But Díaz, who signed on Nov. 9th, 2022, just four days after the World Series ended, was step one in that spending spree. And understandably so, considering he was coming off a truly iconic season, one of the most memorable closer campaigns in MLB history. Every Díaz outing at Citi Field that summer was an event, as Timmy Trumpet’s “Narcos” became the song of the summer in Queens. From May 27th until the end of the regular season, Díaz allowed just three earned runs across 43.1 innings (and 42 appearances) while striking out 84 batters.
That’s about as magnificent as a platform year gets.
Hader, however, actually posted a lower ERA in 2023 (1.28) than Díaz did in 2022 (1.32). Yes, ERA doesn’t capture a pitcher’s full value, especially given how many things are outside their control.

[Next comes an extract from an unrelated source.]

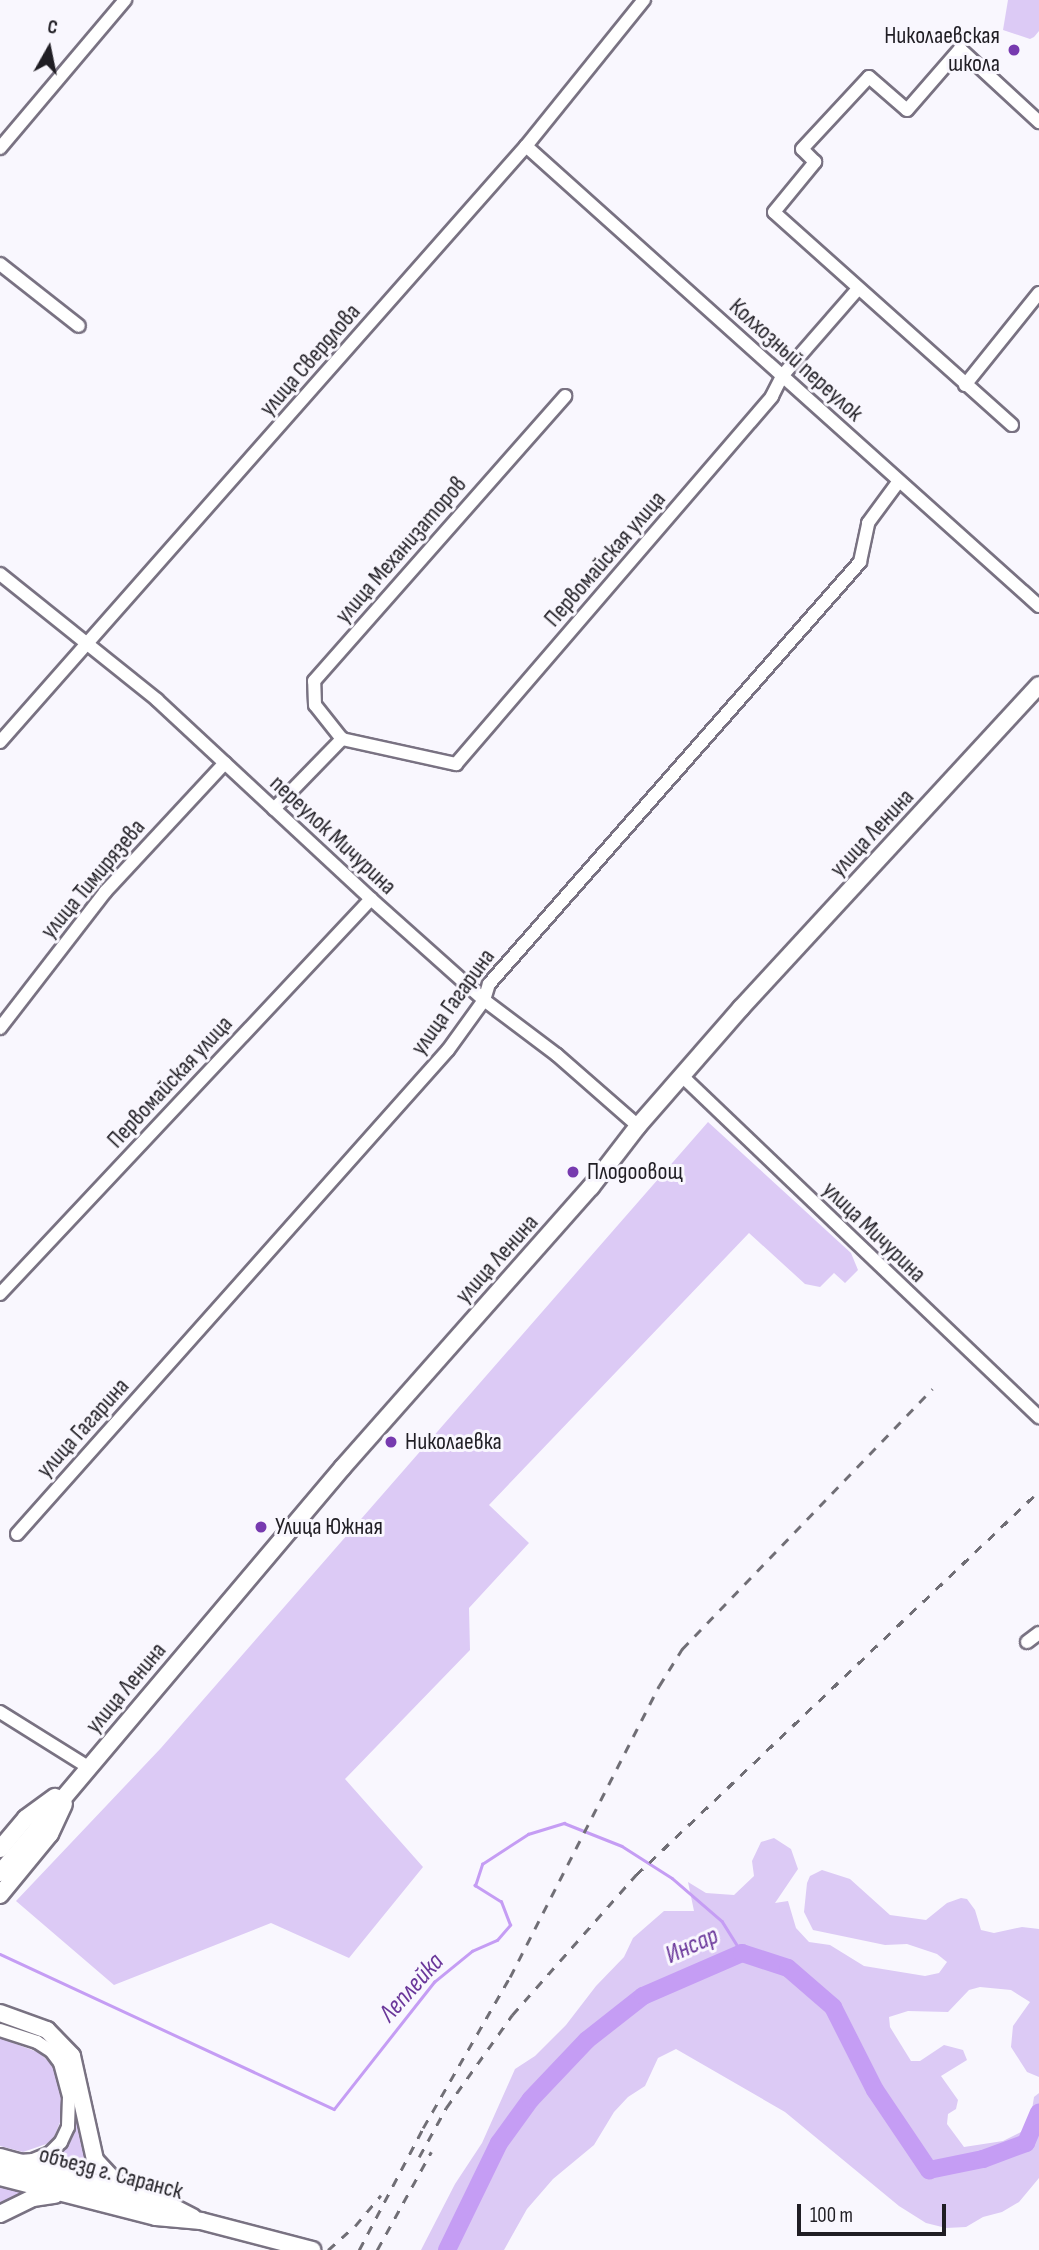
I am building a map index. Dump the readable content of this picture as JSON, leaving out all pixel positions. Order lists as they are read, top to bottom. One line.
{"streets":{"main road":["улица Ленина"],"street":["улица Свердлова","Колхозный переулок","улица Механизаторов","Первомайская улица","переулок Мичурина","улица Тимирязева","улица Гагарина","улица Мичурина","объезд г. Саранск"]},"crossings":[["улица Свердлова","Колхозный переулок"],["улица Свердлова","переулок Мичурина"],["Колхозный переулок","Первомайская улица"],["Колхозный переулок","улица Гагарина"],["улица Механизаторов","Первомайская улица"],["Первомайская улица","переулок Мичурина"],["улица Ленина","переулок Мичурина"],["улица Ленина","улица Мичурина"],["переулок Мичурина","улица Тимирязева"],["переулок Мичурина","улица Гагарина"]],"water":["Инсар","Леплейка"],"places":["Николаевская школа","Плодоовощ","Николаевка","Улица Южная"],"scale_bar":"100 m","north":"top"}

But that comparison succeeds in showing just how good Hader was this past season.
Even though Hader didn’t touch Díaz’s 2022 when it comes to punchouts, the soon-to-be 30-year-old still finished fifth in strikeout rate. Across 56.1 frames, he sent 36.8% of hitters wandering back to the bench with a big fat K. That bat-missing acumen, combined with Hader’s league-leading .157 expected batting average against, is why he finished the season as one of the game’s best ninth-inning arms.
The one huge knock against Hader’s 2023 is his unyielding commitment to the base on balls. There were 162 qualified relievers last season and only 10 of them had a worse walk rate. He walked more than 13% of the batters he faced. That’s too many! Somewhat impressively, his ERA was the fourth lowest of all time with a walk rate that poor.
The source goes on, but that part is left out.